[The input]:
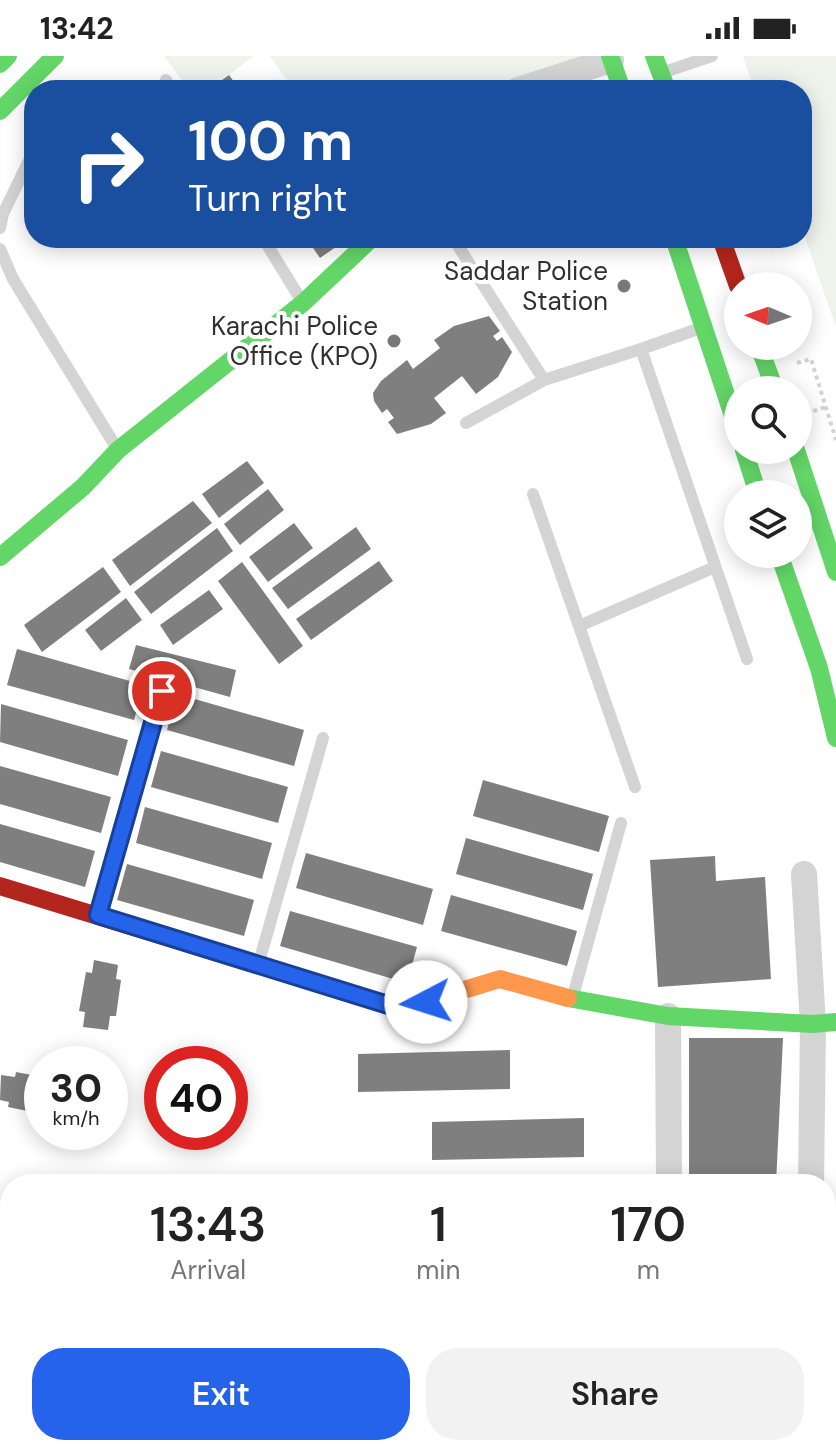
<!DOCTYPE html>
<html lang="en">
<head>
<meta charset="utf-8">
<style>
	body { margin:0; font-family:"DM Sans",sans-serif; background:#f2f2f2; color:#222; height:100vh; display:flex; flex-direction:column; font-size:30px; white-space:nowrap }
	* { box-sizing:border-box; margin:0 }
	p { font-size:26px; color:#767676 }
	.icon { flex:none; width:44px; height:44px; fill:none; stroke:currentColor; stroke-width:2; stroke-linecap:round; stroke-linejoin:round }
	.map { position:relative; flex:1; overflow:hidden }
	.side { position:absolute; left:0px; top:1118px; width:836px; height:282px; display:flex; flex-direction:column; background:#fff; border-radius:32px 32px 0 0; box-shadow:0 4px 20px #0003 }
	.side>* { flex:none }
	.banner { position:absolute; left:24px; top:24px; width:788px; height:168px; border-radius:32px; box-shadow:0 4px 20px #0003; background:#1a4fa0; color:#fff; overflow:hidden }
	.needle { width:52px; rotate:272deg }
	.controls { position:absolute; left:724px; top:216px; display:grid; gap:16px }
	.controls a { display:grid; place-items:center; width:88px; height:88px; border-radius:50%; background:#fff; box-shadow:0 4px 20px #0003; font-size:40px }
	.speed { position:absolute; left:24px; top:990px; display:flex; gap:16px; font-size:40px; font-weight:700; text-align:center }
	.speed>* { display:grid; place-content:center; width:104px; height:104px; border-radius:50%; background:#fff; box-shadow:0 4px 20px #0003; line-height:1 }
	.speed small { font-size:20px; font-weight:400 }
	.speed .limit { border:12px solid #d22; background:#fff; color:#111 }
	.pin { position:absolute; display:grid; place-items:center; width:68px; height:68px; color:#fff; margin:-34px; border:4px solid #fff; border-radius:50%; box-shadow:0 2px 8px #0007 }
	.me { position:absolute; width:88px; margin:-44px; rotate:265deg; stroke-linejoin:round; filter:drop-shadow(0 0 6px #0008) }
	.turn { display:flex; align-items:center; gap:28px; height:168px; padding:0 32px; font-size:36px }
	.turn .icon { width:104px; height:104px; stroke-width:2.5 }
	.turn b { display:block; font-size:56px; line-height:68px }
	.eta { display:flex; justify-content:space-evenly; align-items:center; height:136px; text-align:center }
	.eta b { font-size:48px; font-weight:600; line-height:56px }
	.button { display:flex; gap:16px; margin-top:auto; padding:16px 32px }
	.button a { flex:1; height:92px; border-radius:32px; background:#2563eb; color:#fff; font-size:32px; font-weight:600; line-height:92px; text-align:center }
	.button a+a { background:#f2f2f2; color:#222 }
	.status { display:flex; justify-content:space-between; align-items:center; height:56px; padding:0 40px; background:#fff; direction:ltr }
	.status svg { height:22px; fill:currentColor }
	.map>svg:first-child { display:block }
</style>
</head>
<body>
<div class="status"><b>13:42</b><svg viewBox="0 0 49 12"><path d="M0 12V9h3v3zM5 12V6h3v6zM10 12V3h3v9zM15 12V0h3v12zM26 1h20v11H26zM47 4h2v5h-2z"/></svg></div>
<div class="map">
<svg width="836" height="1399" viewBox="0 0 836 1399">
	<rect width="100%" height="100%" fill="#fff"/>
	<path fill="#f0f2ec" d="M164,0H254L208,34H189Z
		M270,0H584L521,34H293Z
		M743,0H836V271L802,173V34H754Z"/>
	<path fill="#7f7f7f" d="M229,19L240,34H208Z
		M306,182H340L343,186L320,202Z
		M489,260L500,275L493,280L497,285L502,281L512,296L498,321L476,338L462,320L434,342L446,357L431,368L397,378L388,366L394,362L387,353L382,357L374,345L373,337L381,325L407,304L413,313L440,292L434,284L454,270Z
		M247,405L264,427L219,462L202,438Z
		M268,433L284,454L240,489L224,468Z
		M193,445L212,467L130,530L112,504Z
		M294,467L313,492L268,526L249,501Z
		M356,471L371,493L288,553L272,532Z
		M217,472L233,495L151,558L134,536Z
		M379,505L393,525L311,584L296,563Z
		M242,506L303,590L279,608L218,525Z
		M103,511L121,536L42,596L24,569Z
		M209,534L223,553L173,589L160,569Z
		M126,542L142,564L101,595L85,574Z
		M136,589L236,614L230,641L129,613Z
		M17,593L144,629L134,664L7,629Z
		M177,638L304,674L294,710L167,674Z
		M1,648L128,684L118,720L0,686Z
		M161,695L288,731L278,767L151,731Z
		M0,710L111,741L101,777L0,748Z
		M483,724L609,760L599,796L473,760Z
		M145,751L272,787L262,823L136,787Z
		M0,768L95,795L85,831L0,806Z
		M466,782L593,818L583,854L456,818Z
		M306,797L433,833L423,869L296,832Z
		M715,800L716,825L765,821L771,923L658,931L650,804Z
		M127,808L254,844L244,880L117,844Z
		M451,839L577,875L567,910L441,875Z
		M290,855L417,891L407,927L280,890Z
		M94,904L118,909L116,923L121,924L116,960H110L108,974L83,971L85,956L79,955L86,916L92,917Z
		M689,982H783L776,1128H689Z
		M510,994V1033L358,1036V998Z
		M16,1016L42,1021V1058L8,1051L9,1046L0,1044L1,1019L15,1021Z
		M584,1062V1101L432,1104V1066Z
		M0,1181L10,1183V1249L0,1247Z
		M0,1308H10V1346H0Z
		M163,1390H189V1399H163Z
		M285,1390H449V1399H285Z
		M490,1390H532V1399H490Z"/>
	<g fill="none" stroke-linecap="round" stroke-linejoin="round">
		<path stroke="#d3d3d3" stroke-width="4" stroke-dasharray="4 4" stroke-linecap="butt" d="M797,307L811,303L836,384
			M798,360L826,351
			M826,1342V1362H836
			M826,1368H836"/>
		<path stroke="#d4d4d4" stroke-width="12" d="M667,15L712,0
			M166,24L172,34
			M0,172L3,158L34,94
			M263,182L301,244
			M453,182L544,324
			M0,193L13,223L116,391
			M695,274L641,293L747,603
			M466,367L544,324L641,293
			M533,438L635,731
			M579,570L715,511
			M99,856L162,635
			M259,906L323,682
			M573,940L621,767"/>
		<path stroke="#d4d4d4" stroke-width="26" d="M518,34L611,4
			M804,818L813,968L811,1128
			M668,960L669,1128
			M673,1390L674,1399
			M806,1399V1390"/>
		<path stroke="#63d668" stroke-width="18" d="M610,0L622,34
			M654,0L667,34
			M0,8L8,0
			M0,55L55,0
			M674,182L738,375
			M759,290L775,334
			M744,394L758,438
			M796,394L836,516
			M779,498L819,612L836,682
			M0,501L83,431L118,394L303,247L372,182
			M568,942L668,960L813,968L836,966"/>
		<path stroke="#ff974d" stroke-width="18" d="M320,928L401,953L500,923L568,942"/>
		<path stroke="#b3261e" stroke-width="18" d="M721,182L738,230
			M0,830L320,928"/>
	</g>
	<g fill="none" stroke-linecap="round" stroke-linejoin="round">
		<g stroke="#184099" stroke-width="20">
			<path id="route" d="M162,635L98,859L401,953L426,946"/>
		</g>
		<use href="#route" stroke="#2563eb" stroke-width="14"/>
	</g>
	<g fill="#787878" stroke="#fff" stroke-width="3">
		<circle cx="624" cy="230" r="8"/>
		<circle cx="394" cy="285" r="8"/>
	</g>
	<g text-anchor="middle" stroke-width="8" stroke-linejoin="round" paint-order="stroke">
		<g font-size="26" fill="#303030" stroke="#fff" text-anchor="end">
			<text x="608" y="224">Saddar Police<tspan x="608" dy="30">Station</tspan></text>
			<text x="378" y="279">Karachi Police<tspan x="378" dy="30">Office (KPO)</tspan></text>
		</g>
	</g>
</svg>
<div class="controls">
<a><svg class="needle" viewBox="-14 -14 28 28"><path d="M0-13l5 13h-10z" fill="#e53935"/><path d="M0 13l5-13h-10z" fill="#767676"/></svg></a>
<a><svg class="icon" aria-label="search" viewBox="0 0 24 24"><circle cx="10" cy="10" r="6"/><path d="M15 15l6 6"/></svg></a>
<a><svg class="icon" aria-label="layers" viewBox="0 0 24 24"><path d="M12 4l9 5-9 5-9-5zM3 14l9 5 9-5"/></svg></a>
</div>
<div class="speed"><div>30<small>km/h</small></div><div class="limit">40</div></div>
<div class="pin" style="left:162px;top:635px;background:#d93025"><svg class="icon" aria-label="arrive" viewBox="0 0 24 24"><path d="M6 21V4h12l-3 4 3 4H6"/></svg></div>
<svg class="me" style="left:426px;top:946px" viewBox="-20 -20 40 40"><circle r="19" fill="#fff"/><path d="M0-13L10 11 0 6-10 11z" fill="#2563eb"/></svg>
<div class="banner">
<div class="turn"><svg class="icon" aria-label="right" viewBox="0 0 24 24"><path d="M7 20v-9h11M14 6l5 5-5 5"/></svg><div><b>100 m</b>Turn right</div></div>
</div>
<section class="side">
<div class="eta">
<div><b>13:43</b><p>Arrival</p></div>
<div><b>1</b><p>min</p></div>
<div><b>170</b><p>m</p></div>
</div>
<div class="button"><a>Exit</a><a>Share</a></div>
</section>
</div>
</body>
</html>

[Exercise objective]: Check each line of the listing above, and copy it if it contains the word "none".

[Answer to this problem]:
	.icon { flex:none; width:44px; height:44px; fill:none; stroke:currentColor; stroke-width:2; stroke-linecap:round; stroke-linejoin:round }
	.side>* { flex:none }
	<g fill="none" stroke-linecap="round" stroke-linejoin="round">
	<g fill="none" stroke-linecap="round" stroke-linejoin="round">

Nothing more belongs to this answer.